In the dead hours Megan came out of a deep dark sleep to find Cueball shaking her. "It's a shame to wake you," whispered Cueball, "but that's what you said. There's nothing to tell, or not much. I thought I heard some soft splashing and a sniffling noise, a while back; but you hear a lot of such queer sounds by the sea (big) at night."
He lay down, and Megan sat up, huddled in her blankets, and fought off her sleep. Minutes or hours passed slowly, and nothing happened. Megan was just yielding to the temptation to lie down again when a dark shape, hardly visible, floated close to the shore. A long whitish hand could be dimly seen as it shot out and grabbed a rock; two pale lamplike eyes shone coldly as they peered inside, and then they lifted and gazed up at Megan on the eyot. They were not more than a yard or two away, and Megan heard the soft hiss of intaken breath. She stood up, drawing a knife from her bag, and faced the eyes. Immediately, their light was shut off. There was another hiss and a splash, and the dark log-shape shot away back out to sea into the night. Cueball stirred in his sleep, turned over, and sat up.
"What is it?" he whispered, springing up and coming down to Megan. "Why have you got your knife out?"
"LaPetite," answered Megan. "Or at least, so I guess."

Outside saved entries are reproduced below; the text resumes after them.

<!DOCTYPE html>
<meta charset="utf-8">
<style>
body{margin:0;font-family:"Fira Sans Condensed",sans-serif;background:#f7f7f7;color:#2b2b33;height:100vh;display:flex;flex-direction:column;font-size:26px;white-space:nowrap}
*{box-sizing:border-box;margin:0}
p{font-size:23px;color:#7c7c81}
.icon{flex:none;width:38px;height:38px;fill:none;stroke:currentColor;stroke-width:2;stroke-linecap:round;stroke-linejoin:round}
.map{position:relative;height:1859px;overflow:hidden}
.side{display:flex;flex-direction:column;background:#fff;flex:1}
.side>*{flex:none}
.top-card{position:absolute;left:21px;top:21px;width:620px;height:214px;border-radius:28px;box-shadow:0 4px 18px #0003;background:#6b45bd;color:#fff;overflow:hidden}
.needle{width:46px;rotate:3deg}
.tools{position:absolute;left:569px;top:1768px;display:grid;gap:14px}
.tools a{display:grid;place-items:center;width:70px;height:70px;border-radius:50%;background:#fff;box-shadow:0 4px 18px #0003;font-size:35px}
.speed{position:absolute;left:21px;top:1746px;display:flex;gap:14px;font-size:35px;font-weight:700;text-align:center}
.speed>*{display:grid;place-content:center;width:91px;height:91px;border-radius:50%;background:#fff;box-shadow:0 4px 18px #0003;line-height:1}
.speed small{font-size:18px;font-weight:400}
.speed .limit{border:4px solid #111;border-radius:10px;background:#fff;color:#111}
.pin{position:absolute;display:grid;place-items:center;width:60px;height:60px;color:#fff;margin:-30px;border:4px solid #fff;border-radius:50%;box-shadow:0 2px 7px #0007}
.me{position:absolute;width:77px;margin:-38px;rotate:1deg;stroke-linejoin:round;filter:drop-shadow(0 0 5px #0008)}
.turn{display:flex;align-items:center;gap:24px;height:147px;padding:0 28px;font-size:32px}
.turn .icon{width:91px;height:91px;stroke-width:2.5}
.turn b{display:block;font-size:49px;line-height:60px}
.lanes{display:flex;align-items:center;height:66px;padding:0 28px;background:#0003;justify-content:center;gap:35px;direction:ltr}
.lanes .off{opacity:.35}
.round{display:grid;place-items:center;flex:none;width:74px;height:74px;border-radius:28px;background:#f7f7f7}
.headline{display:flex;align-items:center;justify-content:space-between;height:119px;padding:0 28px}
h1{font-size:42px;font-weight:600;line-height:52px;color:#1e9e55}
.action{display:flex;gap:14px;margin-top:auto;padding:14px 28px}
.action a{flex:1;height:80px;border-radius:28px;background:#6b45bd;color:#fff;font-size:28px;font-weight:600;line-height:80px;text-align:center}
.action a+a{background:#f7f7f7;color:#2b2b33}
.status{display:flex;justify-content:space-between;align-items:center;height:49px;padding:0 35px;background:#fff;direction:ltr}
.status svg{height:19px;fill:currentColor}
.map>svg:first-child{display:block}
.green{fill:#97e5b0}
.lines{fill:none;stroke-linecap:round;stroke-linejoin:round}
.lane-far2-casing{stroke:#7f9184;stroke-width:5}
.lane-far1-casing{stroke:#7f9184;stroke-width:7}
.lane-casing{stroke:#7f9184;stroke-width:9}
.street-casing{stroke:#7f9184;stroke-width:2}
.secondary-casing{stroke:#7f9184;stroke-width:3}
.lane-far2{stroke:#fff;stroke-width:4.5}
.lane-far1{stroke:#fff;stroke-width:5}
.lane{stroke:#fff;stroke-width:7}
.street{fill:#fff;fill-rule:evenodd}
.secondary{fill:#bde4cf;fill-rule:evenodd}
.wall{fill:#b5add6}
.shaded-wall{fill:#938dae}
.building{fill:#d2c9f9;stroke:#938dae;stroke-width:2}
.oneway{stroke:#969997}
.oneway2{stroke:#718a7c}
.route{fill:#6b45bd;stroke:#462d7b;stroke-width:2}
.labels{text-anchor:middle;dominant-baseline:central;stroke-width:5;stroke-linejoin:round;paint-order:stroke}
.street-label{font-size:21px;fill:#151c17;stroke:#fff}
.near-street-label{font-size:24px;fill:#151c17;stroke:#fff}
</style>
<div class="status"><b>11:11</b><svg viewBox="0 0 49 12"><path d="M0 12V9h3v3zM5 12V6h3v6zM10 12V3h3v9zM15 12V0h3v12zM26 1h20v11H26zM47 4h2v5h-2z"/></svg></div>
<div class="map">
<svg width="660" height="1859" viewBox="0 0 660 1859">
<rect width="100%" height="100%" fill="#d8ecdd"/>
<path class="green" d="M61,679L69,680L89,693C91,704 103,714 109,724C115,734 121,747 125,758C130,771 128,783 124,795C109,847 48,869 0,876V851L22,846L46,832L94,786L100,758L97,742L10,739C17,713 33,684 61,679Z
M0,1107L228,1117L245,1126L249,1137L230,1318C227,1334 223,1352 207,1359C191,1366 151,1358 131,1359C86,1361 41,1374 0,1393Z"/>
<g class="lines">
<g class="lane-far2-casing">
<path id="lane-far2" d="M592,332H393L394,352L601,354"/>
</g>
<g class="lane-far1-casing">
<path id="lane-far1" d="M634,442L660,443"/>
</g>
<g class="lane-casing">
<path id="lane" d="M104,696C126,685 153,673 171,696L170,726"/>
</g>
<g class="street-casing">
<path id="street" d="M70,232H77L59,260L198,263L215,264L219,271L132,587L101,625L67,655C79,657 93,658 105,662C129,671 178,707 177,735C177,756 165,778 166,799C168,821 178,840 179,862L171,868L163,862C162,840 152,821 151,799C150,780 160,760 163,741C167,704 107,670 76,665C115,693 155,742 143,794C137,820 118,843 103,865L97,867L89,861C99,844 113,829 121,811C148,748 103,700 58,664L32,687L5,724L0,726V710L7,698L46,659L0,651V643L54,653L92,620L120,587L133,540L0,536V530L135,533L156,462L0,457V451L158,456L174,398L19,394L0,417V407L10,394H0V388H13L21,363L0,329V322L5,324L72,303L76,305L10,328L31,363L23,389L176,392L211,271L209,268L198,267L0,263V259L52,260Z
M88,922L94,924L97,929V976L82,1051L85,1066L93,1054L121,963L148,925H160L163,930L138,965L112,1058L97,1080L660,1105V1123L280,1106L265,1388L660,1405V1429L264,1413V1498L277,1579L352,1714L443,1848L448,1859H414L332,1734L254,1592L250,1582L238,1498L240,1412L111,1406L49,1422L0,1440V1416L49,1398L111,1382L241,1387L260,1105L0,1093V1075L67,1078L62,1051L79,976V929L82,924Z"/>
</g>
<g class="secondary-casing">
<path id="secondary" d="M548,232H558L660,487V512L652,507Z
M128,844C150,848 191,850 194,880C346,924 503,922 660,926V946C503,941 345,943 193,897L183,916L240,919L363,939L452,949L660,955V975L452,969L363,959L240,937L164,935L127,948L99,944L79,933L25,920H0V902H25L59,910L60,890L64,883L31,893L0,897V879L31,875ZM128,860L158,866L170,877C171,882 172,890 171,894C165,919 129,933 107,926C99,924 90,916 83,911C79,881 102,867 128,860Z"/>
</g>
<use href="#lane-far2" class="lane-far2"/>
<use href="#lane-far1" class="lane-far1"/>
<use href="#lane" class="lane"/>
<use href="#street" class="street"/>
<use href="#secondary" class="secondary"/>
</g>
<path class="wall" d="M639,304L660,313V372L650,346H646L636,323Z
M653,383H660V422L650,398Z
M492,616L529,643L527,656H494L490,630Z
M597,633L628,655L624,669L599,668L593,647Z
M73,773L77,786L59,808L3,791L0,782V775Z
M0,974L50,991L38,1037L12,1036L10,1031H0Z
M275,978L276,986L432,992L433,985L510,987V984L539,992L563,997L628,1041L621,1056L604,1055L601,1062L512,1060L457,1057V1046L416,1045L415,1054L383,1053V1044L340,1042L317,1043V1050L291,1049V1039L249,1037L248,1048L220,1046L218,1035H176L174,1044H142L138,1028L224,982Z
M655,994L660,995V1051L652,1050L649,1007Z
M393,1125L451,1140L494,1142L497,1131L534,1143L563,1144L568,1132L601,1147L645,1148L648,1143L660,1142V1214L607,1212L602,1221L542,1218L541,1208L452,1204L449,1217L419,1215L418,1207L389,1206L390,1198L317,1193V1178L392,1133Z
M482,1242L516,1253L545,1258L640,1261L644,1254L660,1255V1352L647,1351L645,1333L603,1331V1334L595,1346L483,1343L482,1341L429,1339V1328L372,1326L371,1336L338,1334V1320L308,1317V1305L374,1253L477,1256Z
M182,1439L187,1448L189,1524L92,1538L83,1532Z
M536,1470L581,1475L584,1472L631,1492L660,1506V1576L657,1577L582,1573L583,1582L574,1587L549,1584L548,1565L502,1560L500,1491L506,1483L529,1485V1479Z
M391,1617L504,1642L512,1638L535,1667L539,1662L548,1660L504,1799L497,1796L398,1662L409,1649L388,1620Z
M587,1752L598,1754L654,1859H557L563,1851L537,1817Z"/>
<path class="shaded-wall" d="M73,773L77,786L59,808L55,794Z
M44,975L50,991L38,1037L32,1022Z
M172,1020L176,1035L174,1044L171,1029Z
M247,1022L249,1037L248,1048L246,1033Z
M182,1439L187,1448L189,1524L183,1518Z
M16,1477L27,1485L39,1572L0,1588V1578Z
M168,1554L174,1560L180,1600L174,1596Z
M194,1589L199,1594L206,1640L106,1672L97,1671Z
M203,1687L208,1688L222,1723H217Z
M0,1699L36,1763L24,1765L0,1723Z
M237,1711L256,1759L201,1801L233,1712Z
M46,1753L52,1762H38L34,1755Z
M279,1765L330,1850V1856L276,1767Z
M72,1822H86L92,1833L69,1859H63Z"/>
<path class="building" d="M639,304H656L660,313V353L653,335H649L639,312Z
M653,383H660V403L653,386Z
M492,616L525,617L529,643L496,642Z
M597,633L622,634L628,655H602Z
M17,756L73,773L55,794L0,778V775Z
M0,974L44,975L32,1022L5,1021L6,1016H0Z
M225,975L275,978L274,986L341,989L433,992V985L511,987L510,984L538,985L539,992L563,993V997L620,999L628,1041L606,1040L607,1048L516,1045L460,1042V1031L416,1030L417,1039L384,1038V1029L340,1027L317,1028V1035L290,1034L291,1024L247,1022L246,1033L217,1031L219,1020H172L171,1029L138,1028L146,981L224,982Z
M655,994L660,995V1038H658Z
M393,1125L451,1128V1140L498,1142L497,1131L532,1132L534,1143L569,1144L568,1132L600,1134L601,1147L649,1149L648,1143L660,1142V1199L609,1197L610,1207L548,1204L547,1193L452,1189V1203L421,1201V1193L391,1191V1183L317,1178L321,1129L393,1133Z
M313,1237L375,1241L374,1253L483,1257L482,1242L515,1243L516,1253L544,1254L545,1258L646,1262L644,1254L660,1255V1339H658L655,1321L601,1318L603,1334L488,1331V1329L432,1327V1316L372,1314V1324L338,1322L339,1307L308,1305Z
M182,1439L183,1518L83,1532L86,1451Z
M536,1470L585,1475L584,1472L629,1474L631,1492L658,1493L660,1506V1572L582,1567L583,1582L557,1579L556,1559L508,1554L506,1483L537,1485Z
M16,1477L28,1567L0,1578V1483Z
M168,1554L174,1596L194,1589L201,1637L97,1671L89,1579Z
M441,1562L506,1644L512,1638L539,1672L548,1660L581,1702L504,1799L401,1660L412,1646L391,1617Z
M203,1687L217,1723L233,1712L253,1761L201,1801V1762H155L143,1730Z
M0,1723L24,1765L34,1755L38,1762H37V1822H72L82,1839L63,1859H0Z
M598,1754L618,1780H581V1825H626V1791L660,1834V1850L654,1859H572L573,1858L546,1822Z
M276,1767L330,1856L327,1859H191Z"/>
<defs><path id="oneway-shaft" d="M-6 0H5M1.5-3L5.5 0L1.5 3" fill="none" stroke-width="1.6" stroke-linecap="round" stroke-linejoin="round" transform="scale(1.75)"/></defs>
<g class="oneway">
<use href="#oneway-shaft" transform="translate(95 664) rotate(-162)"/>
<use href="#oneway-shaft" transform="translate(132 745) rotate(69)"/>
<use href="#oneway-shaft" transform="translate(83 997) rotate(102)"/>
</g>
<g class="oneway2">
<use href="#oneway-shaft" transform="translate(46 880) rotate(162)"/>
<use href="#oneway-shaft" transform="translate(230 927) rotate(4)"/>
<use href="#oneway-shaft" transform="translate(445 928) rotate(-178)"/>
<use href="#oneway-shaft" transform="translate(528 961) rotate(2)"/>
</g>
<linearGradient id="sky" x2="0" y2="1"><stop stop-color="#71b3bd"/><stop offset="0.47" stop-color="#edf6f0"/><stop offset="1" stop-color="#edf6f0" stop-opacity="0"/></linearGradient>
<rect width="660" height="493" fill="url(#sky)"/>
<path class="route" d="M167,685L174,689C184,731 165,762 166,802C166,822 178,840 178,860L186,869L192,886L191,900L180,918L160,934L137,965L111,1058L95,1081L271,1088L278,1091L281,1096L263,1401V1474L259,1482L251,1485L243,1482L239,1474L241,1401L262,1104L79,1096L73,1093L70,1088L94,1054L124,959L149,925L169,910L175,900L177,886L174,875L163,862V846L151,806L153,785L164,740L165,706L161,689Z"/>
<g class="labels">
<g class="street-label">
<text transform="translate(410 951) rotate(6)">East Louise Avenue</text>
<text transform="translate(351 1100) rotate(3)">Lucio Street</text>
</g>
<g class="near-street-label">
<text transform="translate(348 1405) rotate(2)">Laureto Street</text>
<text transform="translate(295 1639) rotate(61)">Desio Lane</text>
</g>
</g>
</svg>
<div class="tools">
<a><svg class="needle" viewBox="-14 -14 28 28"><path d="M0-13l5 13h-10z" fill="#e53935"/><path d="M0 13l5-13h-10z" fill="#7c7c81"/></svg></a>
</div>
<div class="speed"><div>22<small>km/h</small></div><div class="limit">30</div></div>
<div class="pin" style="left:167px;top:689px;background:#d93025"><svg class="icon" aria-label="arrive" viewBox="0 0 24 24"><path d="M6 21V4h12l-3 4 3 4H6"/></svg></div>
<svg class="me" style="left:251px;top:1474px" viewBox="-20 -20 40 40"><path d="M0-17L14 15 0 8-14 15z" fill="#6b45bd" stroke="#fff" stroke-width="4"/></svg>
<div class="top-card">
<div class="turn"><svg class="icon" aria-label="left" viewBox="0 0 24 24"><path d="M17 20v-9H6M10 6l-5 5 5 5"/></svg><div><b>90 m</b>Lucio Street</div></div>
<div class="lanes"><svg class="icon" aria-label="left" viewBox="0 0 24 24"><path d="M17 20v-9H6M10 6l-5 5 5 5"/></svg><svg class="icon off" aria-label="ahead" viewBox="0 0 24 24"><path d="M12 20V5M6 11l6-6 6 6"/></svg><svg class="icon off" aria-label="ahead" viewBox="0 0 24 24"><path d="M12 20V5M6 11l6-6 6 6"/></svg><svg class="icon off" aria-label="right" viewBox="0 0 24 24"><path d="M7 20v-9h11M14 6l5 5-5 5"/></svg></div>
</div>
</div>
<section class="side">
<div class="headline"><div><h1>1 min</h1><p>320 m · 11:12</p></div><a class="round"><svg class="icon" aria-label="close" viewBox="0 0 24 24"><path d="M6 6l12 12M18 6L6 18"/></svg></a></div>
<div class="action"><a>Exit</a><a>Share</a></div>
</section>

"Ah!" said Cueball. "I'd hoped our journey would eventually beat her, but she is too clever a water-girl. We shall have to try going faster tomorrow. You lie down now, and I will keep watch for what is left of the night. I wish I could lay my hands on the wretch. We might make her useful. Maybe she knows if there are other rivers… but if I cannot, we will have to try and lose her. She is very dangerous. Quite apart from murder by night on her own account, she may, Randall forbid… Steal our bags."